Bloodstained: Ritual of the Night | Review | Switch - Japan-based Nintendo Podcasts, Videos & Reviews!


Tuesday, July 23, 2019

Bloodstained: Ritual of the Night | Review | Switch

by Michael Brandse 

The Granddaddy of Metroidvania Games is Back!

Right now, the metroidvania genre is healthier than ever, with plenty of indie games using the format. This didn’t use to be so however. Around a decade ago, we basically only had the Metroid and the Castlevania games (hence the name of the genre). When Konami decided to stop making Castlevania games with the metroidvania format and Nintendo decided to capitalize on the Metroid Prime format, the genre was basically dead. At least, until the time indies picked up the genre again. After parting with Konami, Koji Igarashi went indie as well and decided to make a new metroidvania game with the name Bloodstained Ritual of the Night.

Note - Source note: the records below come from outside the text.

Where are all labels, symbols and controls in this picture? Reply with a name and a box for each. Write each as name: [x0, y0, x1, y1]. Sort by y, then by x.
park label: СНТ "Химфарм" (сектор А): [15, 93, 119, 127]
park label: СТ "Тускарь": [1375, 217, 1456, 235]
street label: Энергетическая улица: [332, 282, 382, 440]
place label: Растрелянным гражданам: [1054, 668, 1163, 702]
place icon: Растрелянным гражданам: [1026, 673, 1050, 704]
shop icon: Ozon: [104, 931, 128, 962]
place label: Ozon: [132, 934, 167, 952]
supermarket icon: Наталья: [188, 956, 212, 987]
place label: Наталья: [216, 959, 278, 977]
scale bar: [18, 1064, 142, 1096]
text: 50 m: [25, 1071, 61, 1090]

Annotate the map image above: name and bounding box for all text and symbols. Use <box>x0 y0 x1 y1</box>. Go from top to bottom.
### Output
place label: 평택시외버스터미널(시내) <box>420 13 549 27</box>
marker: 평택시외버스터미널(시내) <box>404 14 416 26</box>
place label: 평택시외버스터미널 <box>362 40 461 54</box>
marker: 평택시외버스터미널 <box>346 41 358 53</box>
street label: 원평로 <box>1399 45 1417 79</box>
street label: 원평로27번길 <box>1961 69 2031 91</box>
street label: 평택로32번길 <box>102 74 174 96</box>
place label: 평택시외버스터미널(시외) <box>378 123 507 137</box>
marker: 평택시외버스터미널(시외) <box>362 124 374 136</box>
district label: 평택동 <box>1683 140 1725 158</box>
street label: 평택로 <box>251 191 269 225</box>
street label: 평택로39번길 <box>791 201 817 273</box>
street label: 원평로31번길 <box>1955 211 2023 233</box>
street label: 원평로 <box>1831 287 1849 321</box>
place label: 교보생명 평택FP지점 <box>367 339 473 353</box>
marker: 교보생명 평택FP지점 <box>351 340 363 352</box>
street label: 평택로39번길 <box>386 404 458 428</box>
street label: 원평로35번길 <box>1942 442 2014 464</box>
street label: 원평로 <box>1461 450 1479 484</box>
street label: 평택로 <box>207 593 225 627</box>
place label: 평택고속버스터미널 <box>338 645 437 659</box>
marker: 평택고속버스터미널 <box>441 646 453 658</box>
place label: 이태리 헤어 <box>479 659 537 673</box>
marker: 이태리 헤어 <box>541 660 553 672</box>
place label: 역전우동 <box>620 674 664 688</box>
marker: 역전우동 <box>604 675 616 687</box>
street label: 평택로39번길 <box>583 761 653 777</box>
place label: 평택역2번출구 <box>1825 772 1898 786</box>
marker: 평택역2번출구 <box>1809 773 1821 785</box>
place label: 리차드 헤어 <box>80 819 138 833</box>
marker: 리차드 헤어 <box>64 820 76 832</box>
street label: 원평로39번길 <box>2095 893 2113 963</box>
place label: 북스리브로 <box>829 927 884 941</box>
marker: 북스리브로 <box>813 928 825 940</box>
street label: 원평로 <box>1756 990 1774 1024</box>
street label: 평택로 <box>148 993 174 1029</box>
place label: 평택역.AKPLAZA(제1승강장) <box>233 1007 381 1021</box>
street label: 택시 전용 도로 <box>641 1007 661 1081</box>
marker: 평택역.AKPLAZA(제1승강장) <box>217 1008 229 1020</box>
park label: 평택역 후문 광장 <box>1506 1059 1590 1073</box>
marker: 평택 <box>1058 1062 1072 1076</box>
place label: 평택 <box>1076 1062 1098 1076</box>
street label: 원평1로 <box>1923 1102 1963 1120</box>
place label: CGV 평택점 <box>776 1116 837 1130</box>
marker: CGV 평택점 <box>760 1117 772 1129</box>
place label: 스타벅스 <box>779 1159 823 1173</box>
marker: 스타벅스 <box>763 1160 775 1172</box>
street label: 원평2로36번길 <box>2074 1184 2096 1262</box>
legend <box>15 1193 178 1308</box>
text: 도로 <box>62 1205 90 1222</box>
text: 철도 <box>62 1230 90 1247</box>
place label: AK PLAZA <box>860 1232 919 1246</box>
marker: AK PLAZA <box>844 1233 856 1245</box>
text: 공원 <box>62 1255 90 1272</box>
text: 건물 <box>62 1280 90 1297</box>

Does it hold up? Well, read to find out!
First things first. Bloodstained Ritual of the Night is a Castlevania game all but in name. Almost unapologetically so. Many enemies you will find in the game will definitely feel very familiar if you have played even one single Castlevania game. The ever annoying Medusa heads that wave around the screen in annoying patterns? They are called Dullahan Heads now! The ever returning partner of Dracula, Death? Well, she is called Gremory now! The similarities are too many to name them all. This is great, since the original Castlevania had a very solid line-up of recurring enemies. On the other hand, it’s also a weakness, because well, we have seen all of this before.
That basically forms the major weakness of Bloodstained Ritual of the Night. It’s almost too much like Castlevania. Koji Igarashi was finally free from the franchise. He could have done way more now that he wasn’t bound to the setting of Castlevania. Instead, we get yet another oversized castle with all of the familiar trappings. It’s not very original and oftentimes I found myself wondering when I would see something a bit more… creative. That’s not to say the entire game is derivative. There is one particular level where you are racing against the clock on a speeding train. More of that please! That is the stuff I was hoping for! More than just another clock tower full of spikes and turning gears.
Another downside of the game is actually the game it tries to be. Castlevania drew it’s inspirations from monsters and lore everyone knew about. Frankenstein’s monster? The wolfman? Legion? All names likely everyone has heard off, and thanks to Castlevania’s history, also all names that will immediately conjure images in the average Castlevania fan’s head. In comparison, bosses and baddies in Bloodstained don’t leave nearly as strong an impression. In fact, I feel that the spin-off, Curse of the Moon did a much better job of making them memorable. Like Valac, a two-headed dragon. In Curse of the Moon, the entire body is basically a giant mouth. In Ritual of the Night however? Just two heads alternating attacks.
All of this does not mean Ritual of the Night is bad. On the contrary. It’s a really, really good. The gameplay is rock solid and you can see exactly why Castlevania was partly responsible for creating the metroidvania genre to begin with. In the game you play as Miriam and Miriam has a wide variety of weapons she can wield, allowing for plenty of playstyles. Not just that, but all enemies have mostly got their own unique “shard” drops. Shards in this game basically take the place of magic, and come in five different types. While certain shards are definitely better than others, experimentation is key, and this is where the main fun comes from. The game also gains a crafting system, where you can cook (for stat boosts), create weapons, armor and even new shards as well as enhance ones you already have. Despite all of this, the game never feels overly grindy, since luck actually does have a decent impact on drop rates, unlike many earlier Castlevania games.
Presentation wise, the game looks fantastic. Even on the Switch, the power of the Unreal 4 engine is in full display. While the art direction can be a bit hit or miss, the main castle portions all look really good. On a docked Switch, it runs pretty okay as well at what I believe is 30 frames per second. In handheld mode on the other hand, there are areas that lag, and lag a lot. I really hope they manage to patch that out, since it definitely puts a bit of a damper on what is normally a great experience. I also had some crashes, but I feel like that happened because I had the game open for too long, as I tend to put the Switch on standby rather than completely power it off.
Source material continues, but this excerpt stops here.